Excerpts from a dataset
=== Section Start ===

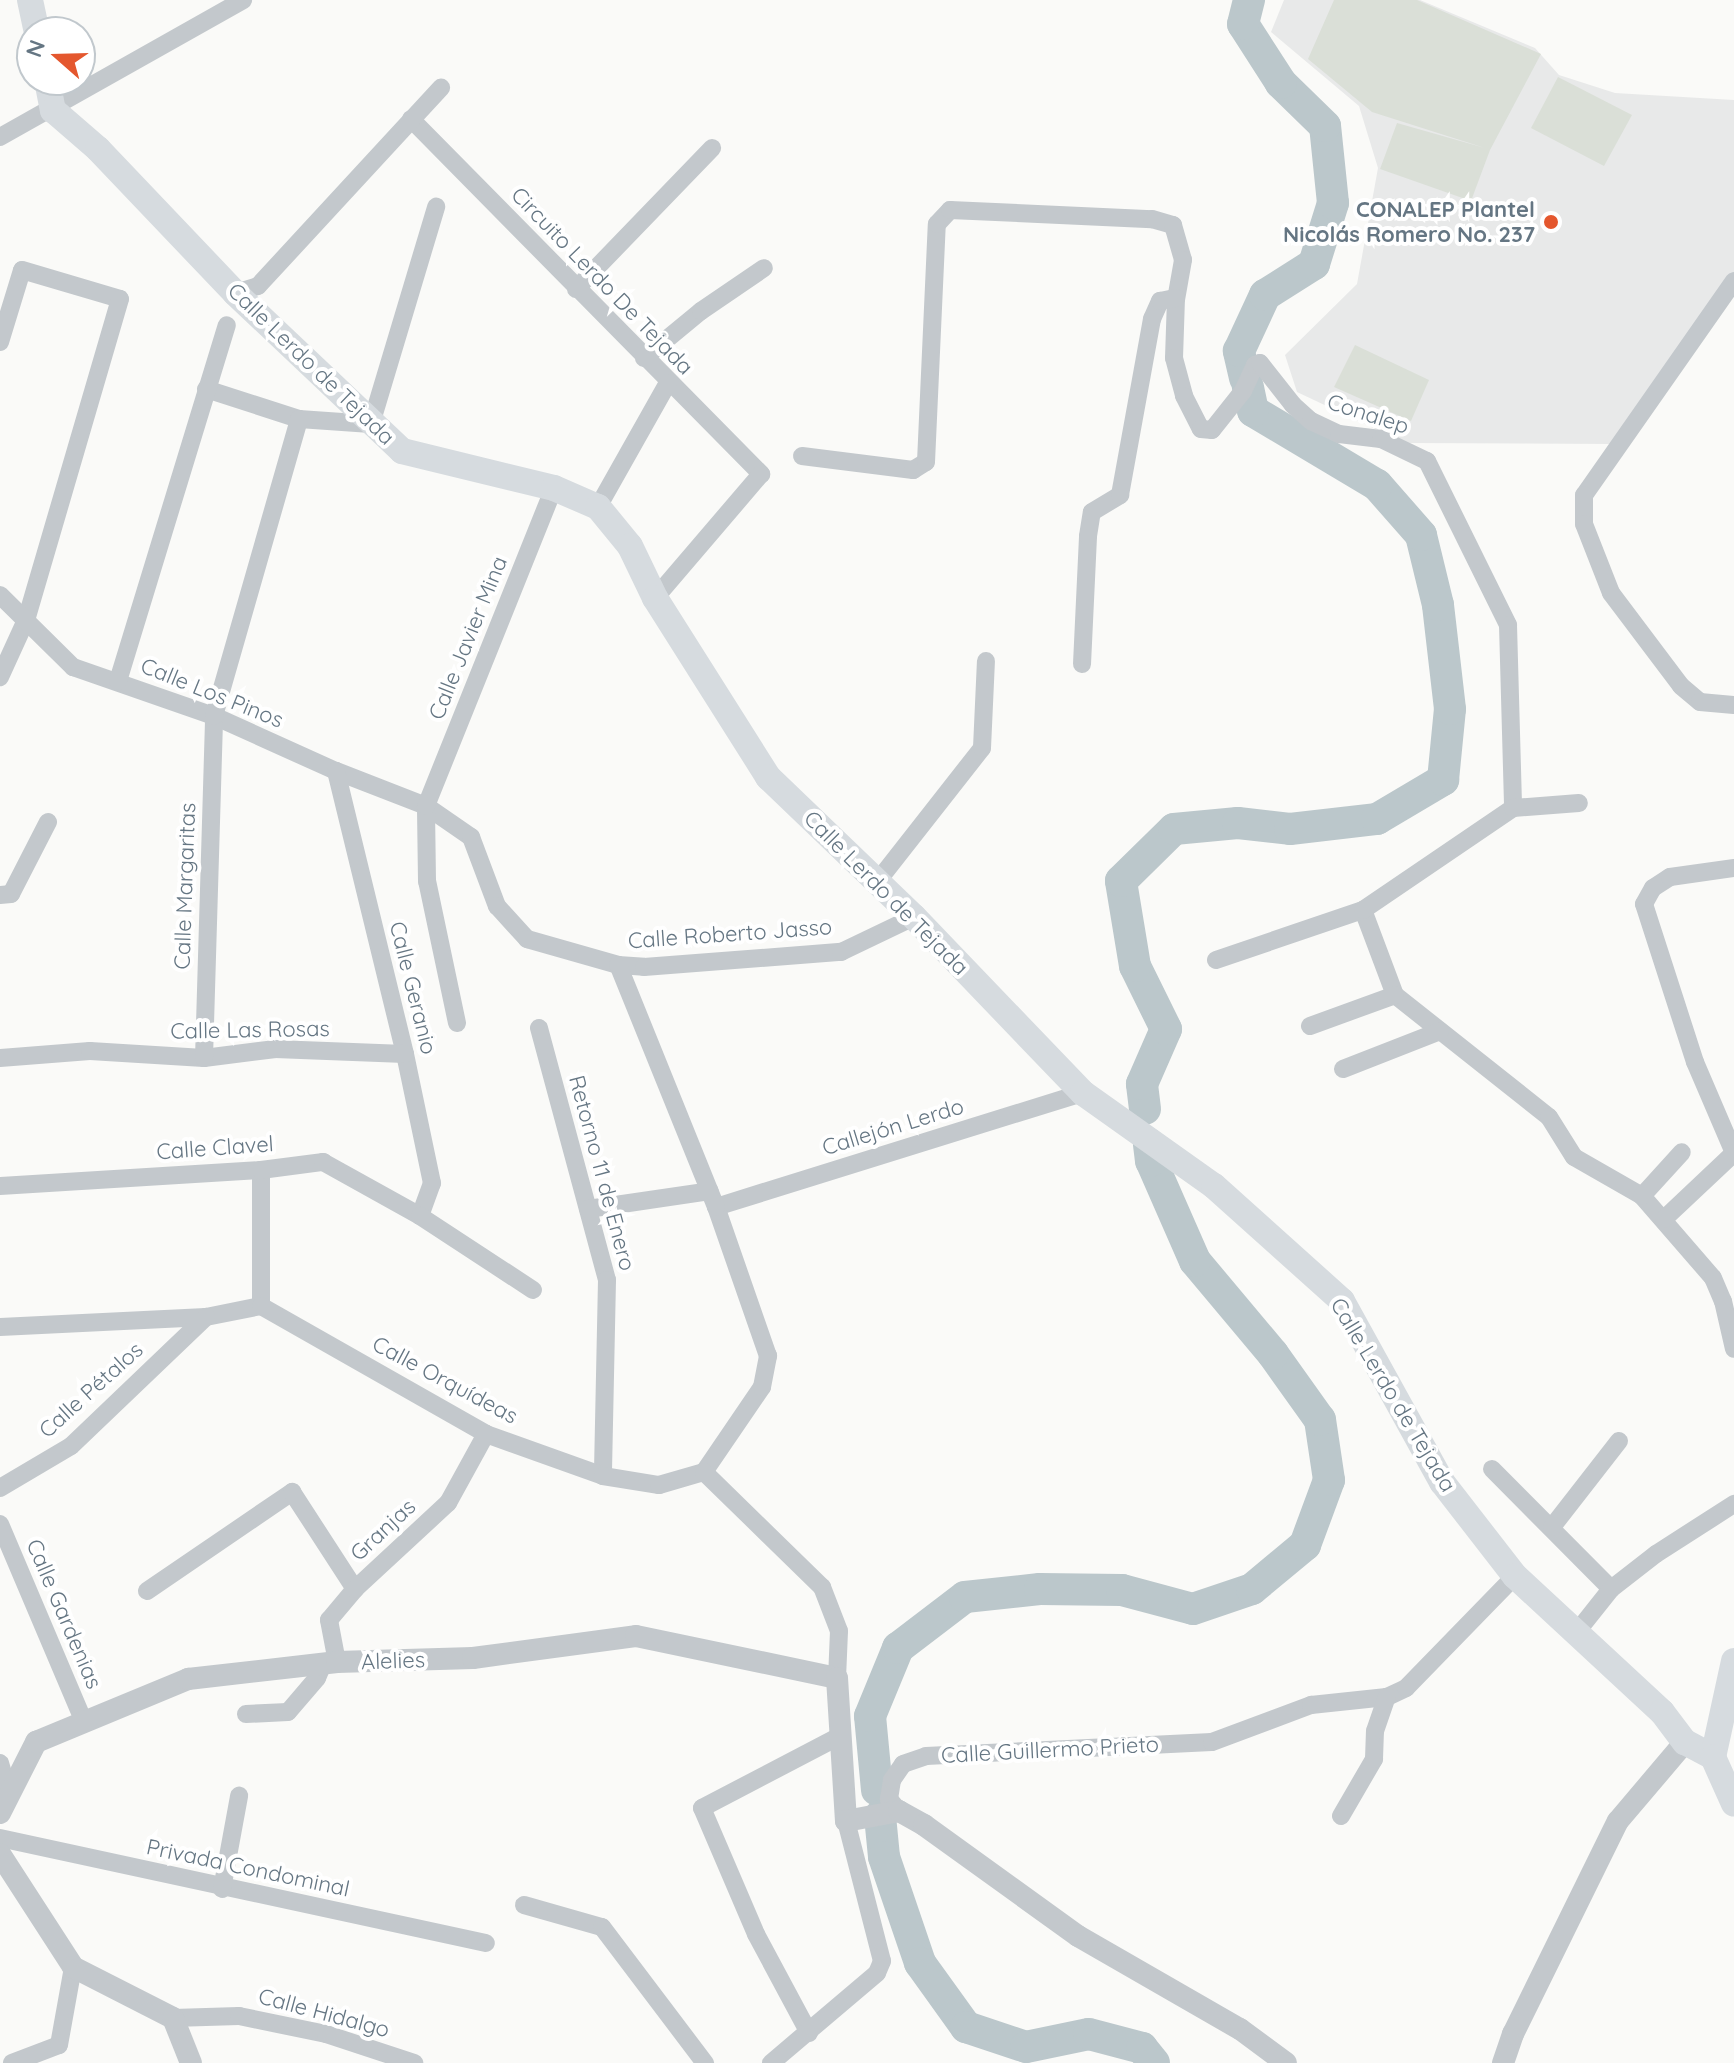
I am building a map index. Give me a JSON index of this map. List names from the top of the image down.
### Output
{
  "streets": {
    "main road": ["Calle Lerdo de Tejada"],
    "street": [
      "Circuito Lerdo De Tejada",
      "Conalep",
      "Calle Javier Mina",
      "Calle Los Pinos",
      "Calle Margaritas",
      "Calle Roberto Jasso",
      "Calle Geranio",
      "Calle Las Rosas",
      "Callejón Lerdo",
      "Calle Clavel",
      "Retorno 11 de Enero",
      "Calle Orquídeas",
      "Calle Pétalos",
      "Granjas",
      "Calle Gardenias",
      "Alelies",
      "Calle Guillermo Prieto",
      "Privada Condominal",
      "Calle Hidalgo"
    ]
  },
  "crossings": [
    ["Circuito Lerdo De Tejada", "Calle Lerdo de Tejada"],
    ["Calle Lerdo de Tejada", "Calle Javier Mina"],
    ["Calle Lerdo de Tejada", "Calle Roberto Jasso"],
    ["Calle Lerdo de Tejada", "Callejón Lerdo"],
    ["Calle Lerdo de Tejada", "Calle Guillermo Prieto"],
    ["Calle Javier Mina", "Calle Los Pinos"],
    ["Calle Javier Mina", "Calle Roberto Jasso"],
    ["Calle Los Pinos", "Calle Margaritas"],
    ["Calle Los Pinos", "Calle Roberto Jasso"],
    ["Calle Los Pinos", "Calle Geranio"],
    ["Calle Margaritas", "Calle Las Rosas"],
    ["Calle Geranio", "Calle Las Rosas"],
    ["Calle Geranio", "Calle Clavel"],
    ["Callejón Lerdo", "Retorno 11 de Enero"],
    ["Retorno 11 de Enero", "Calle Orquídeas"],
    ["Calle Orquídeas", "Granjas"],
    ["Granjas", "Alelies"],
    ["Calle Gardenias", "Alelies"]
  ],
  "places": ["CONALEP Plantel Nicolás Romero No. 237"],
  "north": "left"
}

=== Section End ===

TASK OBJECTIVE.
Please write out all the entries above exactly, but leave out the pictures.

EXERCISE OUTPUT.
I am building a map index. Give me a JSON index of this map. List names from the top of the image down.
### Output
{
  "streets": {
    "main road": ["Calle Lerdo de Tejada"],
    "street": [
      "Circuito Lerdo De Tejada",
      "Conalep",
      "Calle Javier Mina",
      "Calle Los Pinos",
      "Calle Margaritas",
      "Calle Roberto Jasso",
      "Calle Geranio",
      "Calle Las Rosas",
      "Callejón Lerdo",
      "Calle Clavel",
      "Retorno 11 de Enero",
      "Calle Orquídeas",
      "Calle Pétalos",
      "Granjas",
      "Calle Gardenias",
      "Alelies",
      "Calle Guillermo Prieto",
      "Privada Condominal",
      "Calle Hidalgo"
    ]
  },
  "crossings": [
    ["Circuito Lerdo De Tejada", "Calle Lerdo de Tejada"],
    ["Calle Lerdo de Tejada", "Calle Javier Mina"],
    ["Calle Lerdo de Tejada", "Calle Roberto Jasso"],
    ["Calle Lerdo de Tejada", "Callejón Lerdo"],
    ["Calle Lerdo de Tejada", "Calle Guillermo Prieto"],
    ["Calle Javier Mina", "Calle Los Pinos"],
    ["Calle Javier Mina", "Calle Roberto Jasso"],
    ["Calle Los Pinos", "Calle Margaritas"],
    ["Calle Los Pinos", "Calle Roberto Jasso"],
    ["Calle Los Pinos", "Calle Geranio"],
    ["Calle Margaritas", "Calle Las Rosas"],
    ["Calle Geranio", "Calle Las Rosas"],
    ["Calle Geranio", "Calle Clavel"],
    ["Callejón Lerdo", "Retorno 11 de Enero"],
    ["Retorno 11 de Enero", "Calle Orquídeas"],
    ["Calle Orquídeas", "Granjas"],
    ["Granjas", "Alelies"],
    ["Calle Gardenias", "Alelies"]
  ],
  "places": ["CONALEP Plantel Nicolás Romero No. 237"],
  "north": "left"
}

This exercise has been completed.